Listed entries:

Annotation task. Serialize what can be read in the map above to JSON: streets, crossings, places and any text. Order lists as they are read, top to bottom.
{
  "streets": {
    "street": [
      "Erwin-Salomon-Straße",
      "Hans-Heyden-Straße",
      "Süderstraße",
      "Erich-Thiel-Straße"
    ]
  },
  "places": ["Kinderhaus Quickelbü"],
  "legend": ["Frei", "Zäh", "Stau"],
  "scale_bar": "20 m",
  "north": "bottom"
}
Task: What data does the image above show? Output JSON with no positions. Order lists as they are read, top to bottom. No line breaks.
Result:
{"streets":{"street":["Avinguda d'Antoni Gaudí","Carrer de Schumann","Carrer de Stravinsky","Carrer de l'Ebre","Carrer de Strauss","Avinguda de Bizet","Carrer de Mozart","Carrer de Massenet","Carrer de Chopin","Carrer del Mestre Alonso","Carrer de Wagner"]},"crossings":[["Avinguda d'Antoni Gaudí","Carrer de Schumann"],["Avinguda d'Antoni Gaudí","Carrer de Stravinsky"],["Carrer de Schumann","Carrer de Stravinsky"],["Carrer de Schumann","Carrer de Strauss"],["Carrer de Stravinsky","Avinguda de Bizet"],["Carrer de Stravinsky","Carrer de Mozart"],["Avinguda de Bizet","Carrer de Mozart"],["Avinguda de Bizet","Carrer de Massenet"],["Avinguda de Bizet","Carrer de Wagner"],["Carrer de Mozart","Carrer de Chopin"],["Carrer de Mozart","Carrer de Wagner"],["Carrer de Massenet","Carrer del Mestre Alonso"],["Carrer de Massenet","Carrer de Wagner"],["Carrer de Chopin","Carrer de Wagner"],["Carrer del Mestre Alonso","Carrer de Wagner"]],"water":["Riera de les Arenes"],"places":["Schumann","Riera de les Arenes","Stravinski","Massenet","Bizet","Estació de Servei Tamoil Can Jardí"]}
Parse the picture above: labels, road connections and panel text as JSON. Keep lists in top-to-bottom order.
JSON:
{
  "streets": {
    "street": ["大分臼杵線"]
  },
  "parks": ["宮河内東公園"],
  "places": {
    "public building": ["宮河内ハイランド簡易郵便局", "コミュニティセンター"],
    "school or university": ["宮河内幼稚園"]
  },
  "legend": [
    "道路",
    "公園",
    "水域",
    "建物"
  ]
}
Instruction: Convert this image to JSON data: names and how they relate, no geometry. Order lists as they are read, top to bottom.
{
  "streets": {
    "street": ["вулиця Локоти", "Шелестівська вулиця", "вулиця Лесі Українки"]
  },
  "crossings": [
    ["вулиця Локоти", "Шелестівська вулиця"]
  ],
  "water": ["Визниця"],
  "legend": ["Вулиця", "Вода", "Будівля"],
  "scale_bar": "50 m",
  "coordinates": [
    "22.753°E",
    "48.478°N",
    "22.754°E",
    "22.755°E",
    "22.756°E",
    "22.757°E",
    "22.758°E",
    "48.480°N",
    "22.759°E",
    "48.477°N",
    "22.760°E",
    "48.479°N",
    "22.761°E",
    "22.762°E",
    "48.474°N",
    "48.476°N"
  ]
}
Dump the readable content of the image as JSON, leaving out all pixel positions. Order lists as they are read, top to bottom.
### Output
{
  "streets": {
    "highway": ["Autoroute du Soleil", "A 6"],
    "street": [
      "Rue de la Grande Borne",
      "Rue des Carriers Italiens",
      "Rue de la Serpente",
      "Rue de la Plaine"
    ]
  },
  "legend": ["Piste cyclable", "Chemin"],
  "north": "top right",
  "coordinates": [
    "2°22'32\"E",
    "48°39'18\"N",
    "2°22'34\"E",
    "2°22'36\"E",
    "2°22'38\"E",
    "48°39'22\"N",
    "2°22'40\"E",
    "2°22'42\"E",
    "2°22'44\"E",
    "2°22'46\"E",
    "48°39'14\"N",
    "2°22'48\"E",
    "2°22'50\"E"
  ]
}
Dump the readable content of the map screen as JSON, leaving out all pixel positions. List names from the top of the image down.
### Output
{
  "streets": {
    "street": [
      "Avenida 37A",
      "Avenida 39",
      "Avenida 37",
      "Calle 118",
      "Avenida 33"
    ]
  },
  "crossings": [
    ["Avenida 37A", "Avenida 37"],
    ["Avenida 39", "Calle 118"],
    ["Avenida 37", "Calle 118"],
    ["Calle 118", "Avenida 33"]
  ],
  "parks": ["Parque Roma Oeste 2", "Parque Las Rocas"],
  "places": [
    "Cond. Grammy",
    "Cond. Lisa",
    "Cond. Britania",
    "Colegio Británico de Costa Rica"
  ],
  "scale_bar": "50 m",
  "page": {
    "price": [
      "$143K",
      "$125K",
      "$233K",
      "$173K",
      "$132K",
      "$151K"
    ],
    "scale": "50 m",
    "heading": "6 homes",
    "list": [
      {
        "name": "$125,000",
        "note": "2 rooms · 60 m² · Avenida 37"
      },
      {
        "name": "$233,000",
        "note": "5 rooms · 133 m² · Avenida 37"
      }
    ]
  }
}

Task to complete: For this exercise, transcribe the whole listing verbatim.

Solution to the exercise:
Annotation task. Serialize what can be read in the map above to JSON: streets, crossings, places and any text. Order lists as they are read, top to bottom.
{
  "streets": {
    "street": [
      "Erwin-Salomon-Straße",
      "Hans-Heyden-Straße",
      "Süderstraße",
      "Erich-Thiel-Straße"
    ]
  },
  "places": ["Kinderhaus Quickelbü"],
  "legend": ["Frei", "Zäh", "Stau"],
  "scale_bar": "20 m",
  "north": "bottom"
}
Task: What data does the image above show? Output JSON with no positions. Order lists as they are read, top to bottom. No line breaks.
Result:
{"streets":{"street":["Avinguda d'Antoni Gaudí","Carrer de Schumann","Carrer de Stravinsky","Carrer de l'Ebre","Carrer de Strauss","Avinguda de Bizet","Carrer de Mozart","Carrer de Massenet","Carrer de Chopin","Carrer del Mestre Alonso","Carrer de Wagner"]},"crossings":[["Avinguda d'Antoni Gaudí","Carrer de Schumann"],["Avinguda d'Antoni Gaudí","Carrer de Stravinsky"],["Carrer de Schumann","Carrer de Stravinsky"],["Carrer de Schumann","Carrer de Strauss"],["Carrer de Stravinsky","Avinguda de Bizet"],["Carrer de Stravinsky","Carrer de Mozart"],["Avinguda de Bizet","Carrer de Mozart"],["Avinguda de Bizet","Carrer de Massenet"],["Avinguda de Bizet","Carrer de Wagner"],["Carrer de Mozart","Carrer de Chopin"],["Carrer de Mozart","Carrer de Wagner"],["Carrer de Massenet","Carrer del Mestre Alonso"],["Carrer de Massenet","Carrer de Wagner"],["Carrer de Chopin","Carrer de Wagner"],["Carrer del Mestre Alonso","Carrer de Wagner"]],"water":["Riera de les Arenes"],"places":["Schumann","Riera de les Arenes","Stravinski","Massenet","Bizet","Estació de Servei Tamoil Can Jardí"]}
Parse the picture above: labels, road connections and panel text as JSON. Keep lists in top-to-bottom order.
JSON:
{
  "streets": {
    "street": ["大分臼杵線"]
  },
  "parks": ["宮河内東公園"],
  "places": {
    "public building": ["宮河内ハイランド簡易郵便局", "コミュニティセンター"],
    "school or university": ["宮河内幼稚園"]
  },
  "legend": [
    "道路",
    "公園",
    "水域",
    "建物"
  ]
}
Instruction: Convert this image to JSON data: names and how they relate, no geometry. Order lists as they are read, top to bottom.
{
  "streets": {
    "street": ["вулиця Локоти", "Шелестівська вулиця", "вулиця Лесі Українки"]
  },
  "crossings": [
    ["вулиця Локоти", "Шелестівська вулиця"]
  ],
  "water": ["Визниця"],
  "legend": ["Вулиця", "Вода", "Будівля"],
  "scale_bar": "50 m",
  "coordinates": [
    "22.753°E",
    "48.478°N",
    "22.754°E",
    "22.755°E",
    "22.756°E",
    "22.757°E",
    "22.758°E",
    "48.480°N",
    "22.759°E",
    "48.477°N",
    "22.760°E",
    "48.479°N",
    "22.761°E",
    "22.762°E",
    "48.474°N",
    "48.476°N"
  ]
}
Dump the readable content of the image as JSON, leaving out all pixel positions. Order lists as they are read, top to bottom.
### Output
{
  "streets": {
    "highway": ["Autoroute du Soleil", "A 6"],
    "street": [
      "Rue de la Grande Borne",
      "Rue des Carriers Italiens",
      "Rue de la Serpente",
      "Rue de la Plaine"
    ]
  },
  "legend": ["Piste cyclable", "Chemin"],
  "north": "top right",
  "coordinates": [
    "2°22'32\"E",
    "48°39'18\"N",
    "2°22'34\"E",
    "2°22'36\"E",
    "2°22'38\"E",
    "48°39'22\"N",
    "2°22'40\"E",
    "2°22'42\"E",
    "2°22'44\"E",
    "2°22'46\"E",
    "48°39'14\"N",
    "2°22'48\"E",
    "2°22'50\"E"
  ]
}
Dump the readable content of the map screen as JSON, leaving out all pixel positions. List names from the top of the image down.
### Output
{
  "streets": {
    "street": [
      "Avenida 37A",
      "Avenida 39",
      "Avenida 37",
      "Calle 118",
      "Avenida 33"
    ]
  },
  "crossings": [
    ["Avenida 37A", "Avenida 37"],
    ["Avenida 39", "Calle 118"],
    ["Avenida 37", "Calle 118"],
    ["Calle 118", "Avenida 33"]
  ],
  "parks": ["Parque Roma Oeste 2", "Parque Las Rocas"],
  "places": [
    "Cond. Grammy",
    "Cond. Lisa",
    "Cond. Britania",
    "Colegio Británico de Costa Rica"
  ],
  "scale_bar": "50 m",
  "page": {
    "price": [
      "$143K",
      "$125K",
      "$233K",
      "$173K",
      "$132K",
      "$151K"
    ],
    "scale": "50 m",
    "heading": "6 homes",
    "list": [
      {
        "name": "$125,000",
        "note": "2 rooms · 60 m² · Avenida 37"
      },
      {
        "name": "$233,000",
        "note": "5 rooms · 133 m² · Avenida 37"
      }
    ]
  }
}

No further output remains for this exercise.